The Death of Turkey's Business Climate

mis à jour le Mardi 14 janvier 2020 à 18h23

nationalinterest.org | By David L. Phillips | January 10, 2020

Human rights, democracy, and good neighborly relations create a favorable climate for doing business. When it comes to Turkey, the canary in the coal mine is nearly dead. Investors should be wary.

Volkswagen recently delayed plans to invest $1.4 billion in an assembly plant in Turkey. Existing facilities, where VW produces commercial vehicles for its MAN subsidiary, may also be on the chopping block.

VW invoked corporate social responsibility to justify its decision to suspend the assembly plant. VW was reacting to Turkey’s unprovoked cross-border attack against the Syrian Democratic Forces (SDF), allies of the global coalition against the Islamic State. Since invading northern Syria on October 9, Turkish forces and their Islamist mercenaries have killed up to seven hundred SDF members and displaced three hundred thousand people.

German chancellor Angela Merkel chastised Turkey’s President Recep Erdogan, citing humanitarian issues and the resurgence of ISIS. France, Norway, Finland and the Netherlands joined Germany in suspending military equipment sales to Turkey.

The Turkish and German economies are closely connected; Germany is a major market for Turkish goods. Turkey’s economy would suffer serious consequences if VW’s action has a knock-off effect, discouraging other businesses to invest.

The VW decision comes at an uncertain moment for Turkey’s economy. Macroeconomic stability is wobbly and Turkish banks have high foreign indebtedness levels. The Turkish Lira was trading at 1.5 to the U.S. dollar when Erdogan’s Justice and Development Party (AKP) came to power in 2003. Today’s exchange rate is 5.5 Lira to the dollar. While a weaker Lira boosts exports, it has a dramatic impact on the cost of supplies needed for manufacturing. Turkey’s manufacturing sector is heavily reliant on imported inputs, which are now much more expensive.

The Lira crashed again in August 2018, increasing inflation by more than 25 percent, which makes debt servicing more expensive. Despite reduced interest rates, bank lending remained weak throughout the first three quarters of 2019. Elevated inflation and lira uncertainty are curtailing the purchasing power of consumers and hurting retail activity, which contracted significantly from September 2018 to August 2019. Turkey’s treasury and finance minister, Berat Albayrak, tried to rein in fiscal policy but reducing interest rates is a short-term fix that merely masks endemic structural problems. 

Concerns about the banking sector were exacerbated when the Southern District of New York convicted the state-owned Halkbank of money laundering in a scheme to circumvent US sanctions on Iran. The U.S. prosecutor called Halkbank a “fugitive” when it failed to appear in court in the criminal case last month. Sanctions will prevent other banks from doing business with Halkbank and could lead to a run on hard currency. Foreign Direct Investment (FDI) has the potential to staunch financial hemorrhaging but FDI requires investor confidence. Erdogan blames “Jewish” bankers for Turkey’s currency and credit crisis.
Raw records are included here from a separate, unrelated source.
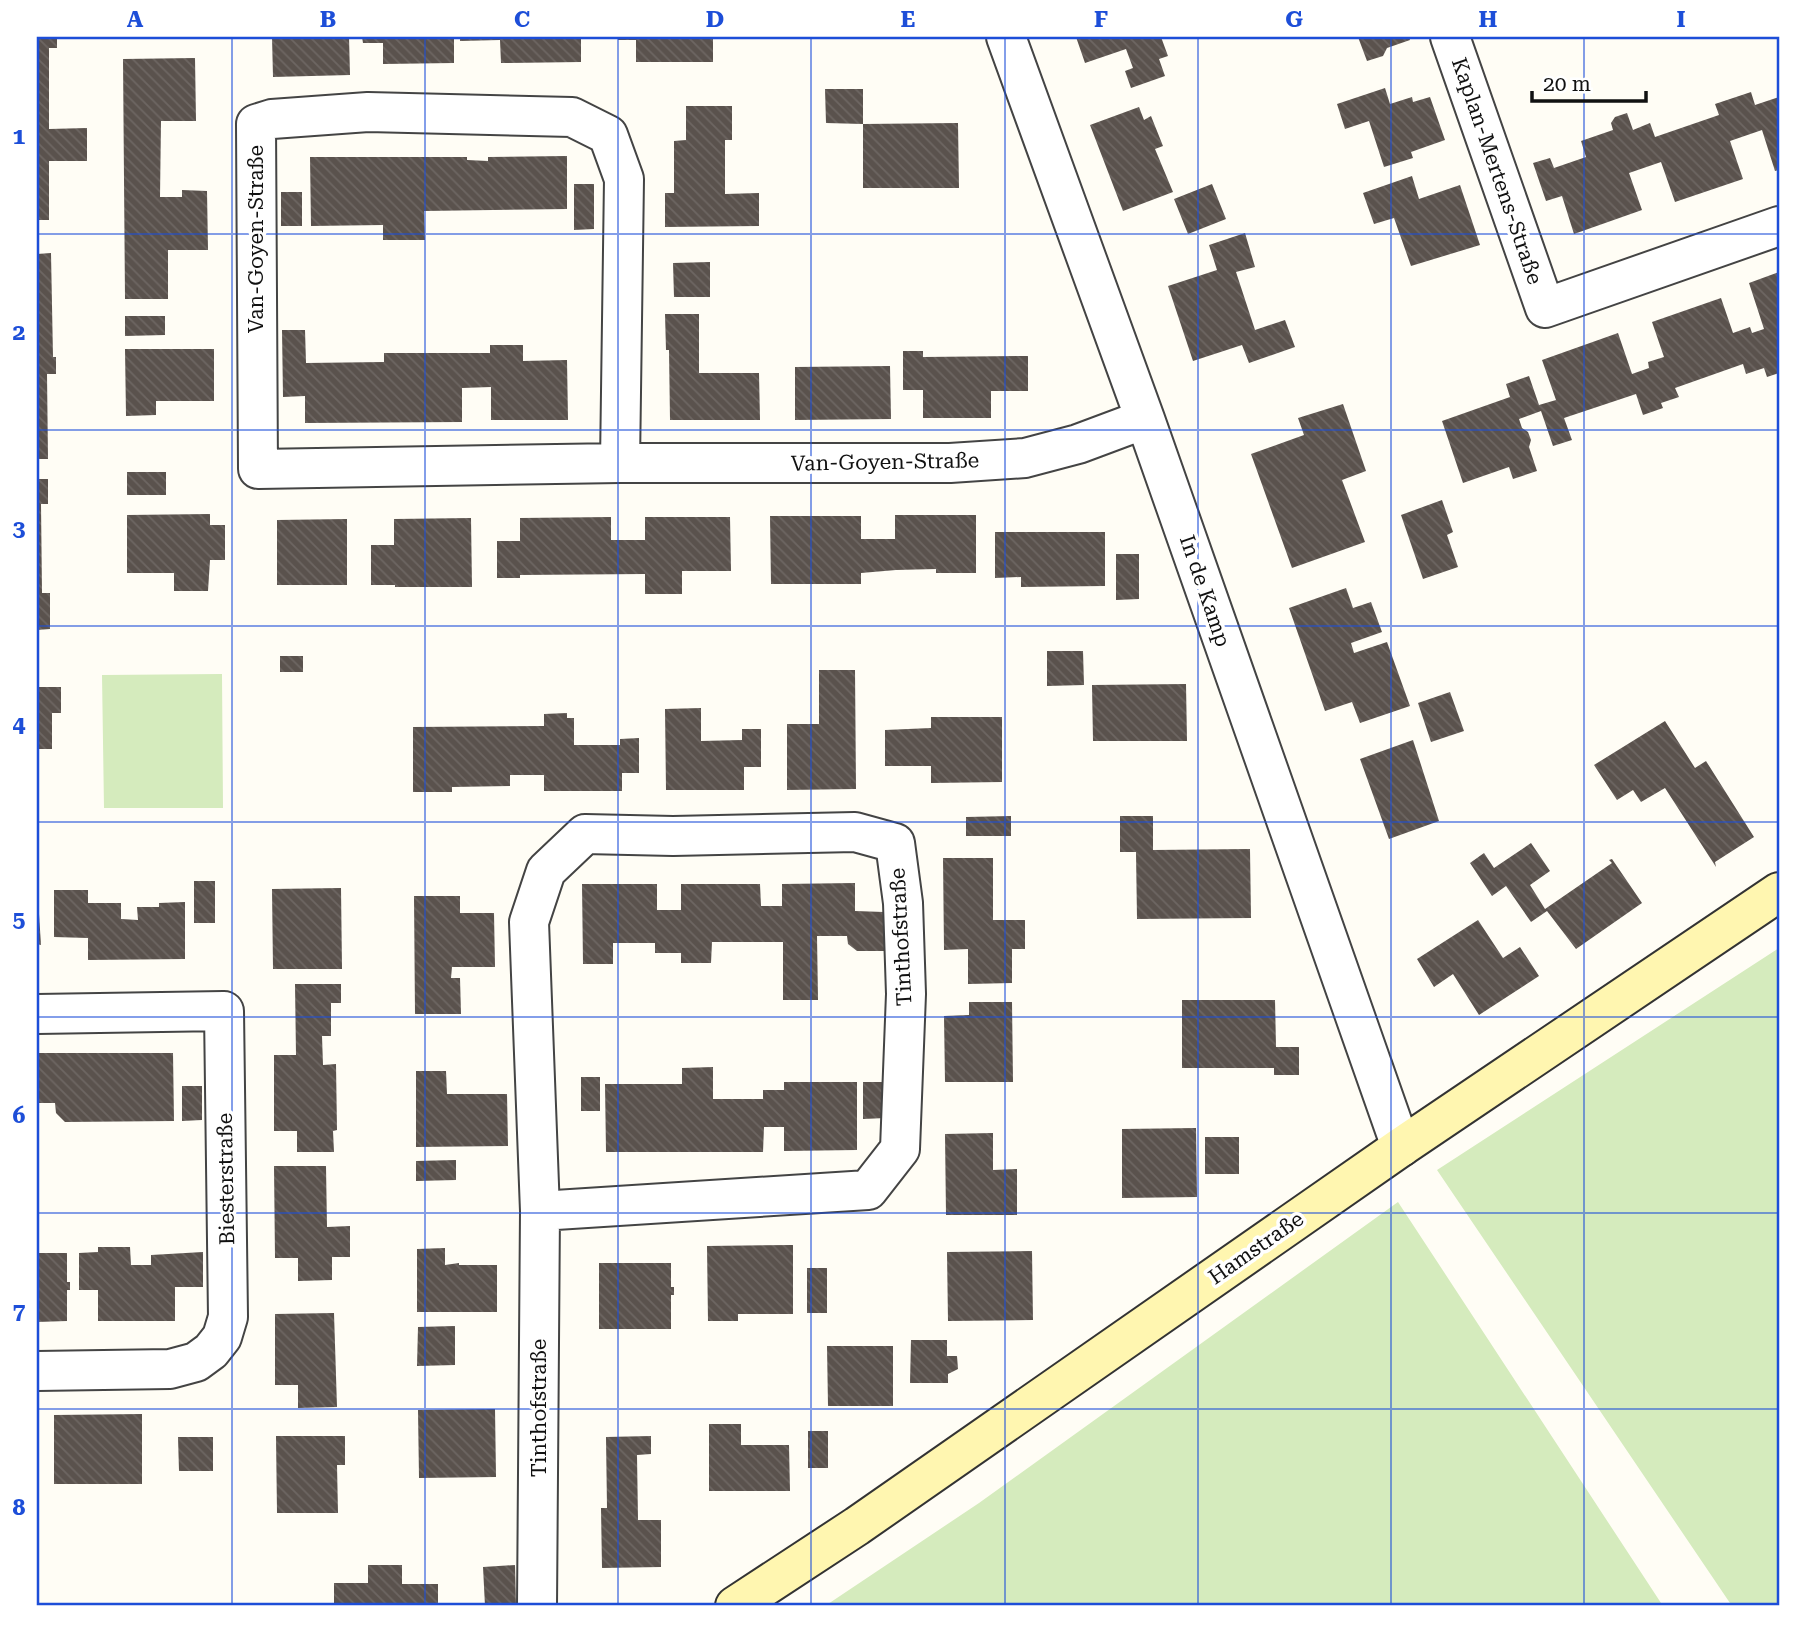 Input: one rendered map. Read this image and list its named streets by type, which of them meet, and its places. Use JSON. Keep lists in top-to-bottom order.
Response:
{
  "streets": {
    "street": [
      "Kaplan-Mertens-Straße",
      "Van-Goyen-Straße",
      "In de Kamp",
      "Tinthofstraße",
      "Biesterstraße",
      "Hamstraße"
    ]
  },
  "crossings": [
    ["Van-Goyen-Straße", "In de Kamp"],
    ["In de Kamp", "Hamstraße"]
  ],
  "scale_bar": "20 m",
  "grid": {
    "columns": [
      "A",
      "B",
      "C",
      "D",
      "E",
      "F",
      "G",
      "H",
      "I"
    ],
    "rows": [
      "1",
      "2",
      "3",
      "4",
      "5",
      "6",
      "7",
      "8"
    ]
  }
}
Turkey’s disdain for the rule of law not only discourages FDI. It also contributes to conflict and injustice in society.

The dismal state of democracy in Turkey is marked by rigged elections and the arbitrary arrest of oppositionists. Kurdish political leaders have been prosecuted on bogus “terrorism” charges. Article 140 of the penal code, which makes it a crime to denigrate “Turkishness” is used to suppress dissent and silence critics. The results of recent local elections in Kurdish-majority regions were suspended and local mayors were replaced by government-appointed “trustees.”

Erdogan turned Turkey into a giant gulag after the so-called coup in 2016. About fifty thousand people face politically motivated charges and more than one hundred thousand civil servants were dismissed. Turkey has imprisoned more journalists than any other country.
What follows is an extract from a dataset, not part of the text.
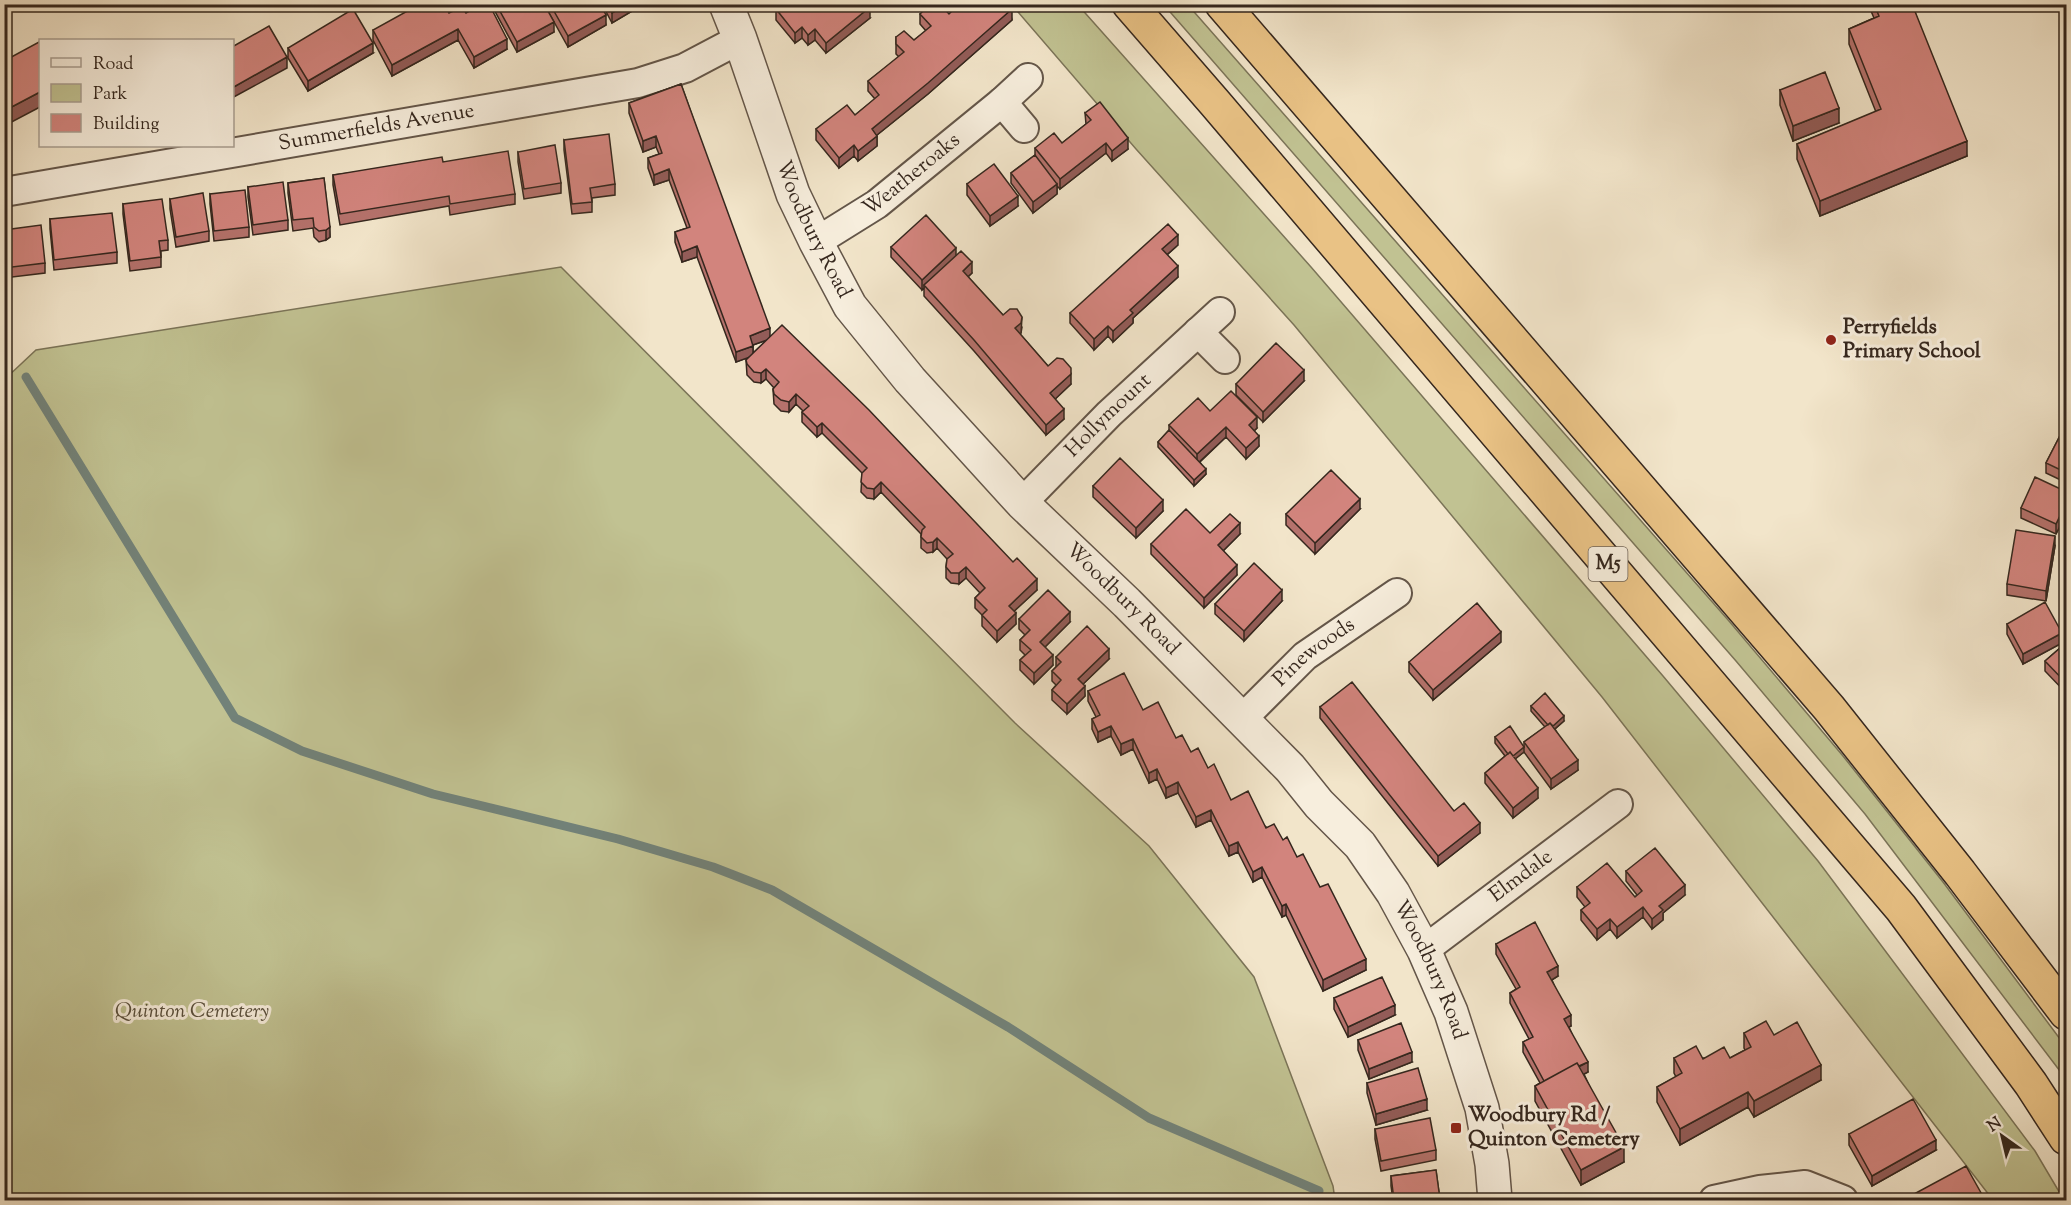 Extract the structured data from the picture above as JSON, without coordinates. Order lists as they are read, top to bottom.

Turkey is turning to International Financial Institutions to remedy its woes. However, Turkey’s invasion and atrocities in northern Syria have alienated the international community.

In response to Turkey’s criminal conduct in Syria, the House of Representatives recently passed a sanctions bill overwhelmingly by 403 to 16. Turkey may also be subject to additional sanctions through the “Countering America's Adversaries through Sanctions Act” (CAATSA), which should kick in after Turkey activates the S-400 missiles it bought from Russia for $3 billion.

Turkey is facing a perfect storm brought on by its ineffective governance, social discontent, and regional conflict. Investors should be wary. The political risk is too high and returns too modest. If current trends continue, then banks and businesses will be running for the exits. VW’s withdrawal is a warning about the risk of doing business in Turkey.

David L. Phillips is director of the Program on Peace-building and Rights at Columbia University’s Institute for the Study of Human Rights. He worked on U.S.-Turkey relations as a senior adviser and foreign affairs expert at the State Department during the Bush administration. His recent book is The Great Betrayal: How America Abandoned the Kurds and Lost the Middle East.